= Highway Technologies =

US construction company

Highway Technologies, Inc. was a large, Houston-based US construction company with offices in 33 cities that filed for bankruptcy in May 2013, laying off 740 of its 825 employees.
The company was founded 30 years ago.

The company supplied "highway barriers, traffic control devices and rent[ed] barriers for detours and emergency closures".
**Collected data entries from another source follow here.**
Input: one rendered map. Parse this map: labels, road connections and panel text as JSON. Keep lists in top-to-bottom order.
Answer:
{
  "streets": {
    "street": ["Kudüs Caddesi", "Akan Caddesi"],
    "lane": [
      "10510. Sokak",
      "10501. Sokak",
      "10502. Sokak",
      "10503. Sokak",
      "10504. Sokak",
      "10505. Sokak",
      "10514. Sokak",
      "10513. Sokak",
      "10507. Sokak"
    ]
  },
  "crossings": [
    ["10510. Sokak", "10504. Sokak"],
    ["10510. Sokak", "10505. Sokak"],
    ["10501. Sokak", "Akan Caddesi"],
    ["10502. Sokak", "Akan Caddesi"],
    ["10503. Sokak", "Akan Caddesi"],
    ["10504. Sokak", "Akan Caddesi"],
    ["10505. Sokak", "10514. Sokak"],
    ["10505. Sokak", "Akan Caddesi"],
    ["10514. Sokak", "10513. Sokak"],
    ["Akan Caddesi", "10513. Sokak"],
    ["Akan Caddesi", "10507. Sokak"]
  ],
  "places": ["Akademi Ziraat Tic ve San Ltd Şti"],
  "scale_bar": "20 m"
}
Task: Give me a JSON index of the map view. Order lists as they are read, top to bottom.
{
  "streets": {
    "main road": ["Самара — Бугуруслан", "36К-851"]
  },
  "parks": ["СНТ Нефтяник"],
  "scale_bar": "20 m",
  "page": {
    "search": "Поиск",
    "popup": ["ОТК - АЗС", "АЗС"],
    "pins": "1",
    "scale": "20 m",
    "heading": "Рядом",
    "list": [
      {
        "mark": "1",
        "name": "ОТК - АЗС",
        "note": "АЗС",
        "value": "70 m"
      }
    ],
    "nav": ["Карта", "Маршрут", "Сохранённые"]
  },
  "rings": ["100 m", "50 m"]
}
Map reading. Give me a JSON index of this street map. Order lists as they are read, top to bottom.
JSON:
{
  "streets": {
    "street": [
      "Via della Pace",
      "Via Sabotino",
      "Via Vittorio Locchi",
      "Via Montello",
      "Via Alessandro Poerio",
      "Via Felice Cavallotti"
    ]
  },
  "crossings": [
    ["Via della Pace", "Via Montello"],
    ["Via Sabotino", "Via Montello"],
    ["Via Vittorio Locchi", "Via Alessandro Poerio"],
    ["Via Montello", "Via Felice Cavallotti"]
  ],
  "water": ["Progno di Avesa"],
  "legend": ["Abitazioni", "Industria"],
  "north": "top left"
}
Liquidation of company assets began in June 2013 and continued through November 2013, with some local branches sold in their entirety to new owners.

==Locations==
The company operated in over 30 US cities,
with as many as 50 to 80 employees at some locations:

- Flagstaff, Arizona
- Fort Mohave, Arizona
- Prescott, Arizona (reopened as part of Trafficade Work Zone Services)
- Tempe, Arizona
- Tucson, Arizona
- San Jose, California
- Ventura, California
- Denver, Colorado, reopened as Colorado Barricade in August 2013.
- Loveland, Colorado
- Clearwater, Florida
- Fort Myers, Florida
- Jacksonville, Florida
- Jupiter, Florida
- Orlando, Florida
- Bloomington, Illinois
- Carbondale, Illinois
- East St. Louis, Illinois, reopened as Warning Lites of Southern Illinois, LLC in August 2013
- Springfield, Illinois
- Villa Park, Illinois
- Baton Rouge, Louisiana
- Minneapolis, Minnesota
- Springfield, Missouri
- Missoula, Montana
- Richland, New Jersey
- North Las Vegas, Nevada
- Portland, Oregon
- Austin, Texas
- Corpus Christi, Texas
- Fort Worth, Texas
- Houston, Texas
- San Antonio, Texas

==Company bankruptcy==
The Houston-based company laid off 740 employees, of 825 total, on May 17, 2013, and filed for bankruptcy on May 22.
The bankruptcy filing indicated that company assets were between $50 and $100 million while liabilities were between $100 and $500 million.

===Disruptions===
Event disruptions occurred as a result of the suspension of operations in a number of cities. In Denver, the Colfax Marathon and the American Ninja Warrior competition lost the contracted support services for the provision of traffic barricades for the event. Fifteen active projects were shut down in Montana by the closure of the Missoula office, where 180 employees lost their jobs.

===Liquidation===
"Bankruptcy was seen as the best option to protect the company's assets for its creditors".
At the May 23, 2013, bankruptcy court hearing, approval was given "to start to sell any assets below $200,000. The company pursued the sale of its assets both piecemeal and on a turnkey — intact branches — basis through private sales and auctions"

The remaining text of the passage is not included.